Obama’s Schizophrenic Foreign Policy An analysis of a recipe for serial disasters. Bruce Thornton

http://www.frontpagemag.com/fpm/260429/obamas-schizophrenic-foreign-policy-bruce-thornton

What are the roots of Barack Obama’s foreign policy? Some focus on the man and his flaws of character, particularly his inability to learn from his mistakes and to adjust his ideas to changing facts on the ground. Others see more sinister motives, an animus against the United States that drives policies diminishing America’s power and influence. Old bad ideas like one-world internationalism and the power of diplomacy to resolve conflicts have played a major role. And of course, domestic political considerations enter into his foreign policy calculations.

Whatever the origins, the end result of Obama’s foreign policy has been a weakening of America’s global clout and respect, one unseen since the Carter administration. One way to make sense of these serial disasters is to see them as the predictable result of a schizophrenic foreign policy that has indulged simultaneously stealth isolationism and “moralizing internationalism,” as historian Corelli Barnett called it.

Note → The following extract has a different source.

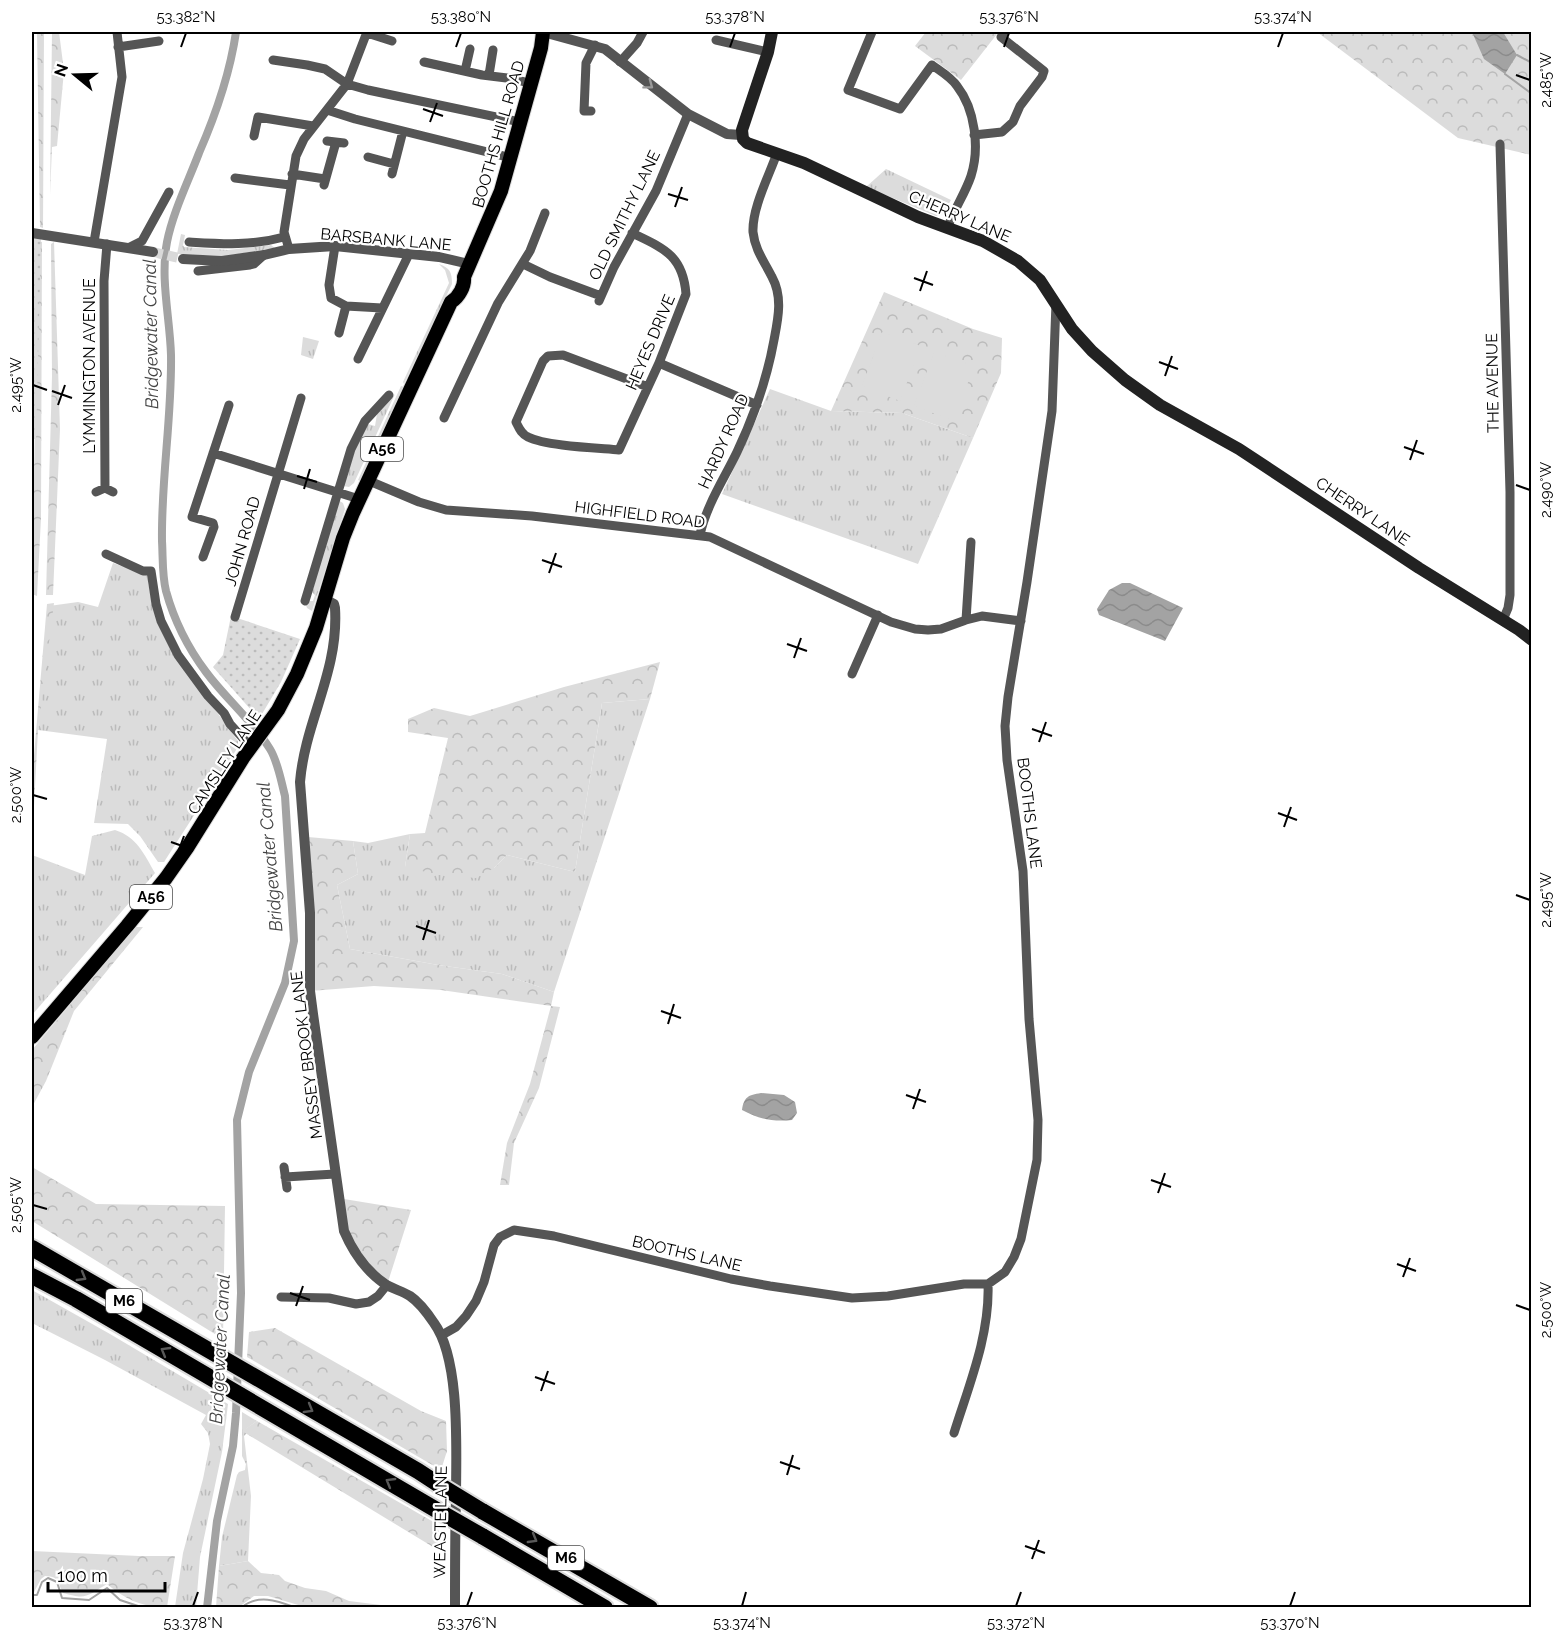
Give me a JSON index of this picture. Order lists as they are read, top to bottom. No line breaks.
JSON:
{"streets":{"highway":["M6"],"main road":["BOOTHS HILL ROAD","CHERRY LANE","A56","CAMSLEY LANE"],"street":["OLD SMITHY LANE","BARSBANK LANE","HEYES DRIVE","LYMMINGTON AVENUE","THE AVENUE","HARDY ROAD","HIGHFIELD ROAD","JOHN ROAD","BOOTHS LANE","MASSEY BROOK LANE","WEASTE LANE"]},"crossings":[["BOOTHS HILL ROAD","CHERRY LANE"],["BOOTHS HILL ROAD","BARSBANK LANE"],["BOOTHS HILL ROAD","HIGHFIELD ROAD"],["BOOTHS HILL ROAD","CAMSLEY LANE"],["BOOTHS HILL ROAD","MASSEY BROOK LANE"],["OLD SMITHY LANE","CHERRY LANE"],["OLD SMITHY LANE","HEYES DRIVE"],["CHERRY LANE","THE AVENUE"],["CHERRY LANE","HARDY ROAD"],["CHERRY LANE","BOOTHS LANE"],["HARDY ROAD","HIGHFIELD ROAD"],["HIGHFIELD ROAD","BOOTHS LANE"],["CAMSLEY LANE","MASSEY BROOK LANE"],["BOOTHS LANE","MASSEY BROOK LANE"],["MASSEY BROOK LANE","WEASTE LANE"]],"water":["Bridgewater Canal"],"scale_bar":"100 m","north":"left","coordinates":["53.382°N","53.380°N","53.378°N","53.376°N","53.374°N","2.485°W","2.495°W","2.490°W","2.500°W","2.505°W","53.372°N","53.370°N"]}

Isolationism is the default attitude of Americans toward relations with other nations. From the beginning, protected by two oceans, our citizens assumed they could keep their distance from the dynastic power-struggles rending Europe. These sentiments are frequently expressed in the speeches of early presidents. In his First Inaugural Address Jefferson noted that the U.S. was “Kindly separated by nature and a wide ocean from the exterminating havoc of one quarter of the globe.” Given that advantage, he counseled “peace, commerce, and honest friendship with all nations, entangling alliances with none.” John Quincy Adams in 1821similarly declared the U.S. a “well-wisher to the freedom and independence of all,” but it “goes not abroad, in search of monsters to destroy.”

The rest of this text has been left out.